Your assignment:
Lines from the beginning of the data through the line containing "position:absolute; left:1360px; top:12px;" are to be copied exactly, with no other line included.
Given data START
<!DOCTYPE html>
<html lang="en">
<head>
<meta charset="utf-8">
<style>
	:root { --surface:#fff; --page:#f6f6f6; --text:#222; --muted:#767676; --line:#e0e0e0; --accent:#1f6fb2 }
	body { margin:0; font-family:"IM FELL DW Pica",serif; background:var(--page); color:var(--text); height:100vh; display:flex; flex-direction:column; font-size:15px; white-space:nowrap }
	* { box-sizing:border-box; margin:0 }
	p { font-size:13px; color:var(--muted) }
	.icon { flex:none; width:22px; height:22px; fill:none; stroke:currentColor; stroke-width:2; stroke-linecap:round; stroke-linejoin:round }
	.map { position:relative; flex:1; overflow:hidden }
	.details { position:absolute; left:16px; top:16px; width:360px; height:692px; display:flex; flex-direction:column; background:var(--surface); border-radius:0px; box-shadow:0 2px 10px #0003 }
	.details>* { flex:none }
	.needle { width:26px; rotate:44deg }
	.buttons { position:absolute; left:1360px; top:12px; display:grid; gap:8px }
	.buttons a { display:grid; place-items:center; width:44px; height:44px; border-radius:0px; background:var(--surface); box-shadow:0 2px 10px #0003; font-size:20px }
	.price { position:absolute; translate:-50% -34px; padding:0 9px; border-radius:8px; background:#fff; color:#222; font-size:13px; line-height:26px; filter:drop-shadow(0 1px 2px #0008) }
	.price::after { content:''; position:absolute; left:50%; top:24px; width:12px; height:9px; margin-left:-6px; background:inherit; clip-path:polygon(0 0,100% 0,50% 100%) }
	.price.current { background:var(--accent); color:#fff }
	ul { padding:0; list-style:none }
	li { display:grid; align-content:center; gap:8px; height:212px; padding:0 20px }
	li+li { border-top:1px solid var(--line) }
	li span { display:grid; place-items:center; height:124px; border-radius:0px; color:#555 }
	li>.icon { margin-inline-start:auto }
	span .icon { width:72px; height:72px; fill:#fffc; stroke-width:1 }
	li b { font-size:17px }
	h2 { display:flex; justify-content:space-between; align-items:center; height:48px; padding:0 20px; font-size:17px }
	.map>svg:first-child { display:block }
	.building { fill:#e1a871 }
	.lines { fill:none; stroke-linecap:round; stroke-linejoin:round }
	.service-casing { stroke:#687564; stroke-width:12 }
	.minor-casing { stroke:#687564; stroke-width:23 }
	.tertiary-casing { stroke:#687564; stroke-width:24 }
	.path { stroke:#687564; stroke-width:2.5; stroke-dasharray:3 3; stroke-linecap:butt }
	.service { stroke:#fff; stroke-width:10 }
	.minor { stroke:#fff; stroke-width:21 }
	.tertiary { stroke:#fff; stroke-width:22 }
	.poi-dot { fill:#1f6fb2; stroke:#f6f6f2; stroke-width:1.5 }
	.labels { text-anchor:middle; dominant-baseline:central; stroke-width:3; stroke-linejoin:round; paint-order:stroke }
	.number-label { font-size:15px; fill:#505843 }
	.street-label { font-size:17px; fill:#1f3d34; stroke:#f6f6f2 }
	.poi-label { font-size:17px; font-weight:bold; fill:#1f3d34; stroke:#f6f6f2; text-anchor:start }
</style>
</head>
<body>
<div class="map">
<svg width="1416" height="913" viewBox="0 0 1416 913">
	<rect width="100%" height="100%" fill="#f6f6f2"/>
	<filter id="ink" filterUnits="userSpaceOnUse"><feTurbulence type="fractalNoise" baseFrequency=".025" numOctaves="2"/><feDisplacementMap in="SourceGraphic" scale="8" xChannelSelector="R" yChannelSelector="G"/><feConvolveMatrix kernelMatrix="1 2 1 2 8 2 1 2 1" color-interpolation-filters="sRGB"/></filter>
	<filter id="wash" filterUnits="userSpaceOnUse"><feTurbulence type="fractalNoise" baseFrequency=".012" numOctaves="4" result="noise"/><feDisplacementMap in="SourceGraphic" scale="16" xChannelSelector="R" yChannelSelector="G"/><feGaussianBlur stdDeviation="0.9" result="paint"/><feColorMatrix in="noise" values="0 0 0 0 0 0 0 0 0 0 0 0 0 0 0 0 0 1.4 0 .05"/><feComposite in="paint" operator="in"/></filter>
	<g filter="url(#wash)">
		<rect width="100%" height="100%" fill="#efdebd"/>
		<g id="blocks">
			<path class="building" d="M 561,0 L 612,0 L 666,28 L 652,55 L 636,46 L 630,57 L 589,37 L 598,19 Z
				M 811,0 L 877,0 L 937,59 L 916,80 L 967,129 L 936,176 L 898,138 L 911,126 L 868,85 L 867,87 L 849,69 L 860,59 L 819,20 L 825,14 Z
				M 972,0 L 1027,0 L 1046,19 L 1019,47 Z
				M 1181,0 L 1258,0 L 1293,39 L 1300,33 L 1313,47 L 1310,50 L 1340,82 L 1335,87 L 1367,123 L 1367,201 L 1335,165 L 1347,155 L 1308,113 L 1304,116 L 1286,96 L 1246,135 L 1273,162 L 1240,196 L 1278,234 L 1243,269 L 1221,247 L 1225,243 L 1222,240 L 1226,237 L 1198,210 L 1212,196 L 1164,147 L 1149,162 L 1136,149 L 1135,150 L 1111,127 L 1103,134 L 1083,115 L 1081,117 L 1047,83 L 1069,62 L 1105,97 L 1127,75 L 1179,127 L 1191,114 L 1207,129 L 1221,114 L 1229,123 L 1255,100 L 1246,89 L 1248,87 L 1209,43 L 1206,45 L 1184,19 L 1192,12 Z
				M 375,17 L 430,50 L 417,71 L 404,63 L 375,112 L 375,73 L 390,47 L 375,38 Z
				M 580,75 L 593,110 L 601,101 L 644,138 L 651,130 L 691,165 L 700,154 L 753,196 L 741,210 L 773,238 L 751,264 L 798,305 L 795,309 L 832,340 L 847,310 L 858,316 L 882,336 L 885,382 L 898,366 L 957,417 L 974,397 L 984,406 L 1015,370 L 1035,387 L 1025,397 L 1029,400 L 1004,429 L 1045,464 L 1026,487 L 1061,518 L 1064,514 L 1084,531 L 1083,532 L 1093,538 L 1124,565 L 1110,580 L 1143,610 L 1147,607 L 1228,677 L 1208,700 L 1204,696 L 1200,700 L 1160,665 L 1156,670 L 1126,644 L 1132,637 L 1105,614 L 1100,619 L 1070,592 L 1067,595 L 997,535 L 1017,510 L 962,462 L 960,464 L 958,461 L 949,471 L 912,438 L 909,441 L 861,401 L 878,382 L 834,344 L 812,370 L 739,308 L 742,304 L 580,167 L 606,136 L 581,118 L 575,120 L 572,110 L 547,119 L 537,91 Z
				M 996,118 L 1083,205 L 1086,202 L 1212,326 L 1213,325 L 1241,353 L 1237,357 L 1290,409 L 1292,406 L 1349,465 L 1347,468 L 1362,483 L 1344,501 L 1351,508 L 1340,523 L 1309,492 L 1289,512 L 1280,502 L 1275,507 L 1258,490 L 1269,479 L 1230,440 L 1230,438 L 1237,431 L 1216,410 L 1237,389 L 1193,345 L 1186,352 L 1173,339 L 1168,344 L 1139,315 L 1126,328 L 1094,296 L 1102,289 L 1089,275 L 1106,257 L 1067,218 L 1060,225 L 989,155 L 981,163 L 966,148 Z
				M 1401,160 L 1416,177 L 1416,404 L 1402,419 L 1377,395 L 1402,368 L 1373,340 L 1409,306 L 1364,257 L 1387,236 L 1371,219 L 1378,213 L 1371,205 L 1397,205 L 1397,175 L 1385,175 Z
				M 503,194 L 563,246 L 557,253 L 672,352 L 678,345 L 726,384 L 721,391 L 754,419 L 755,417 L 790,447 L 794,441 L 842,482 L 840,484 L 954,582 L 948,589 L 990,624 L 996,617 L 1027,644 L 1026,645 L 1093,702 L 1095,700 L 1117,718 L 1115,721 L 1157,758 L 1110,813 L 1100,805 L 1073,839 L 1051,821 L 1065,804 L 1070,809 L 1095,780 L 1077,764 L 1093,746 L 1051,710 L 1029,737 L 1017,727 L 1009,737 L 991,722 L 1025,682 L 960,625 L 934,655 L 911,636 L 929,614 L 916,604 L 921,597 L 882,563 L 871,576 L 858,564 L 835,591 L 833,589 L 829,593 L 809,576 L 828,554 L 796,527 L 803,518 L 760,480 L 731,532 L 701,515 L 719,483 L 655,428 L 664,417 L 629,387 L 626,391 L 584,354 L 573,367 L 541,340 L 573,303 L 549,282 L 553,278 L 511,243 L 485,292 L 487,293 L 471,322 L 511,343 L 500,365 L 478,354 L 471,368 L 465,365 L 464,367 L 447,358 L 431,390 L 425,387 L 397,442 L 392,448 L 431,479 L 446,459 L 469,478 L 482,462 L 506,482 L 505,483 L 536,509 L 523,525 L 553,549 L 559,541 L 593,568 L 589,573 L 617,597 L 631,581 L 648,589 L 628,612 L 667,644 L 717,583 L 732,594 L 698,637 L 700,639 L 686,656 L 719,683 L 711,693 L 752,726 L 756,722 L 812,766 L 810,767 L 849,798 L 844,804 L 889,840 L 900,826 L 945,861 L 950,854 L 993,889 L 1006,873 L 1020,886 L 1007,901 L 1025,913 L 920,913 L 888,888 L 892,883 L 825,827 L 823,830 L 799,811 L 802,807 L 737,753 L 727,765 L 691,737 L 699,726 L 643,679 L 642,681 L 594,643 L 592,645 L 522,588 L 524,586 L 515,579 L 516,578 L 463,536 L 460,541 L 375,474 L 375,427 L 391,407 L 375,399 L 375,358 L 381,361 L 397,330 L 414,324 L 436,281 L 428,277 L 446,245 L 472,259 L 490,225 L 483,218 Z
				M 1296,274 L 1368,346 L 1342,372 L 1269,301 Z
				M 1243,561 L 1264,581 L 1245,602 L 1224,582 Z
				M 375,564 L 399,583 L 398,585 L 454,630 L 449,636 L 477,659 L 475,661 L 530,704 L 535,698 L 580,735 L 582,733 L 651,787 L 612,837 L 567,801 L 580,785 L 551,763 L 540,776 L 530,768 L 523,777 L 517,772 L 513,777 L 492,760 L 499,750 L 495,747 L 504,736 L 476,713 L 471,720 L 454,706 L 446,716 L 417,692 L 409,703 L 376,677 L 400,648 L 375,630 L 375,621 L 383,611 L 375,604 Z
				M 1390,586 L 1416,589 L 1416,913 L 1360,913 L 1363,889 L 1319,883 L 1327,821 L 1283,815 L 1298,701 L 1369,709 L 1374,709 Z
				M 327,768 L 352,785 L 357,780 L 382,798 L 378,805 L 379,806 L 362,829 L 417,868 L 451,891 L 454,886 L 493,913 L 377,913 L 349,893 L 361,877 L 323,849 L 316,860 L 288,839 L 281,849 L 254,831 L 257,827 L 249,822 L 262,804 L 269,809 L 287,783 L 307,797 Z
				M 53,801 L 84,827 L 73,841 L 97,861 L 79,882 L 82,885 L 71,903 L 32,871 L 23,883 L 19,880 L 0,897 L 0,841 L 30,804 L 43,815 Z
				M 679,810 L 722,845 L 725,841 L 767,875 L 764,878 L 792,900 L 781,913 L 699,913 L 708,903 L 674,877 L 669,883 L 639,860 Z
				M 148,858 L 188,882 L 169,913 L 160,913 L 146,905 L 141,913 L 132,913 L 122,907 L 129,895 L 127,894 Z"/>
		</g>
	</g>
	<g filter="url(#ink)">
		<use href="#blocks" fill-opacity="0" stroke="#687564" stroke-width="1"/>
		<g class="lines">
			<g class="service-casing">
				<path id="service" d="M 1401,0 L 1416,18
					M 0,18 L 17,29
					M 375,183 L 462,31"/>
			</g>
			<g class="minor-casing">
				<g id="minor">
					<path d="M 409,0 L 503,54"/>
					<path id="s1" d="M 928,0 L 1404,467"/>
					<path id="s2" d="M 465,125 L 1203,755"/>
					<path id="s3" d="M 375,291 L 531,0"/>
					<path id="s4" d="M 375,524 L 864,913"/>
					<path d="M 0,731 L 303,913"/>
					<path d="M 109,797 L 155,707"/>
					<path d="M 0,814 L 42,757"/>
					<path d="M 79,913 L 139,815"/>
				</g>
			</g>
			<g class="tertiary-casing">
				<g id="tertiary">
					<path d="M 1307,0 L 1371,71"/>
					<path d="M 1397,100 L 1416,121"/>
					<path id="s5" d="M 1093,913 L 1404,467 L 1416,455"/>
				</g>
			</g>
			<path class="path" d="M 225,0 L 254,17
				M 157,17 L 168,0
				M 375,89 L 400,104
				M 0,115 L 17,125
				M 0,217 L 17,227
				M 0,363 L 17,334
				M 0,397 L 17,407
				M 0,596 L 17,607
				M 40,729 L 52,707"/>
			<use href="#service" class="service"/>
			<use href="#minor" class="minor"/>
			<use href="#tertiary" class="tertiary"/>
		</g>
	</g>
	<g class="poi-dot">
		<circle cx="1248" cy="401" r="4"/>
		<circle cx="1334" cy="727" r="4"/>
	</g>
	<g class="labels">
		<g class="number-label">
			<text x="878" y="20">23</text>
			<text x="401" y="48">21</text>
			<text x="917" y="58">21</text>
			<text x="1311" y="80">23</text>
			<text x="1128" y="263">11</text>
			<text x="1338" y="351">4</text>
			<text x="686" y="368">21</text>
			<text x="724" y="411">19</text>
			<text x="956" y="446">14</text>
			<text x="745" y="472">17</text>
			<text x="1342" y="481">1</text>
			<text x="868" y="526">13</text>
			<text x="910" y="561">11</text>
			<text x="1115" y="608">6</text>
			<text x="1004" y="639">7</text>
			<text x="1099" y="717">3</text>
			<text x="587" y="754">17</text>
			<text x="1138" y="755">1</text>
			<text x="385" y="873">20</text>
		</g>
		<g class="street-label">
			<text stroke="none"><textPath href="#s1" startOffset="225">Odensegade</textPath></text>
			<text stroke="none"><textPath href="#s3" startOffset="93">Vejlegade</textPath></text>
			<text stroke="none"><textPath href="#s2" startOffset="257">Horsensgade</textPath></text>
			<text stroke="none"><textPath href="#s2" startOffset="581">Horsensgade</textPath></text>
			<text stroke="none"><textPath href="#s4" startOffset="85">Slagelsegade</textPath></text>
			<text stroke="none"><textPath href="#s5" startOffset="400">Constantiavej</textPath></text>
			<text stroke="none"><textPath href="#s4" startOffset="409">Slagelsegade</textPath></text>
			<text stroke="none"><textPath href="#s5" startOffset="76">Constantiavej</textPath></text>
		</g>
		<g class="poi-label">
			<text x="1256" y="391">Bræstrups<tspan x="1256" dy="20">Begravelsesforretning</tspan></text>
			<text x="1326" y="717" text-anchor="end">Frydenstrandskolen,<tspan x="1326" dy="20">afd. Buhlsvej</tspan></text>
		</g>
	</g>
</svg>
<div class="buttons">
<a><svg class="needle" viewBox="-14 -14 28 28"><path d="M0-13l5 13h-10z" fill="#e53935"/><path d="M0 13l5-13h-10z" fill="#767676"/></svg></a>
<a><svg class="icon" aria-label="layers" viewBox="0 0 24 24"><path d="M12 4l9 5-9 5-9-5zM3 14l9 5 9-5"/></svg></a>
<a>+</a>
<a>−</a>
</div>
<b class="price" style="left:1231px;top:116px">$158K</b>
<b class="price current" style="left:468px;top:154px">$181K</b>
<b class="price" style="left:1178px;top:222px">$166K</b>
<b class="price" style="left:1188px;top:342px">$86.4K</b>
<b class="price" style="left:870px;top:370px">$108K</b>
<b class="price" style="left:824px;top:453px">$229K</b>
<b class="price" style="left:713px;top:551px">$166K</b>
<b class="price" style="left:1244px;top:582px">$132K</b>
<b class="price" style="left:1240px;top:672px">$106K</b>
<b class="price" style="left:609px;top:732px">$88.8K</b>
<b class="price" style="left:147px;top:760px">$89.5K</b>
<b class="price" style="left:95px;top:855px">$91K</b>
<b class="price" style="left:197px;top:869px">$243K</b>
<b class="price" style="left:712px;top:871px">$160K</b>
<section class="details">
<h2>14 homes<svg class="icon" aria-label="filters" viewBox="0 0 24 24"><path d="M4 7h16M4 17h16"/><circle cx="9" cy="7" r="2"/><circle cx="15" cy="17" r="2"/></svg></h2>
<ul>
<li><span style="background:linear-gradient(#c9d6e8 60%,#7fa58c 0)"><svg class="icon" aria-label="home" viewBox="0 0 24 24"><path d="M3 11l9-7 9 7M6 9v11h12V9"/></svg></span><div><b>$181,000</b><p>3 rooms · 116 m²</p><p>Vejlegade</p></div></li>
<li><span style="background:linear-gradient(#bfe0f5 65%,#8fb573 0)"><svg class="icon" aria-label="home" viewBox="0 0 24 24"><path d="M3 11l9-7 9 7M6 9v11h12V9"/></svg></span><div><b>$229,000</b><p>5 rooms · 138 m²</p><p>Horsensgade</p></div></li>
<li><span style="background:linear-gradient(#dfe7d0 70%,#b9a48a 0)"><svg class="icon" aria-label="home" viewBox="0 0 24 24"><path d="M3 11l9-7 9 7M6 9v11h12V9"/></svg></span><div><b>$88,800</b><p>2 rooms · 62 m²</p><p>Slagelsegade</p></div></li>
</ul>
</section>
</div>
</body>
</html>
Given data END
Written response:
<!DOCTYPE html>
<html lang="en">
<head>
<meta charset="utf-8">
<style>
	:root { --surface:#fff; --page:#f6f6f6; --text:#222; --muted:#767676; --line:#e0e0e0; --accent:#1f6fb2 }
	body { margin:0; font-family:"IM FELL DW Pica",serif; background:var(--page); color:var(--text); height:100vh; display:flex; flex-direction:column; font-size:15px; white-space:nowrap }
	* { box-sizing:border-box; margin:0 }
	p { font-size:13px; color:var(--muted) }
	.icon { flex:none; width:22px; height:22px; fill:none; stroke:currentColor; stroke-width:2; stroke-linecap:round; stroke-linejoin:round }
	.map { position:relative; flex:1; overflow:hidden }
	.details { position:absolute; left:16px; top:16px; width:360px; height:692px; display:flex; flex-direction:column; background:var(--surface); border-radius:0px; box-shadow:0 2px 10px #0003 }
	.details>* { flex:none }
	.needle { width:26px; rotate:44deg }
	.buttons { position:absolute; left:1360px; top:12px; display:grid; gap:8px }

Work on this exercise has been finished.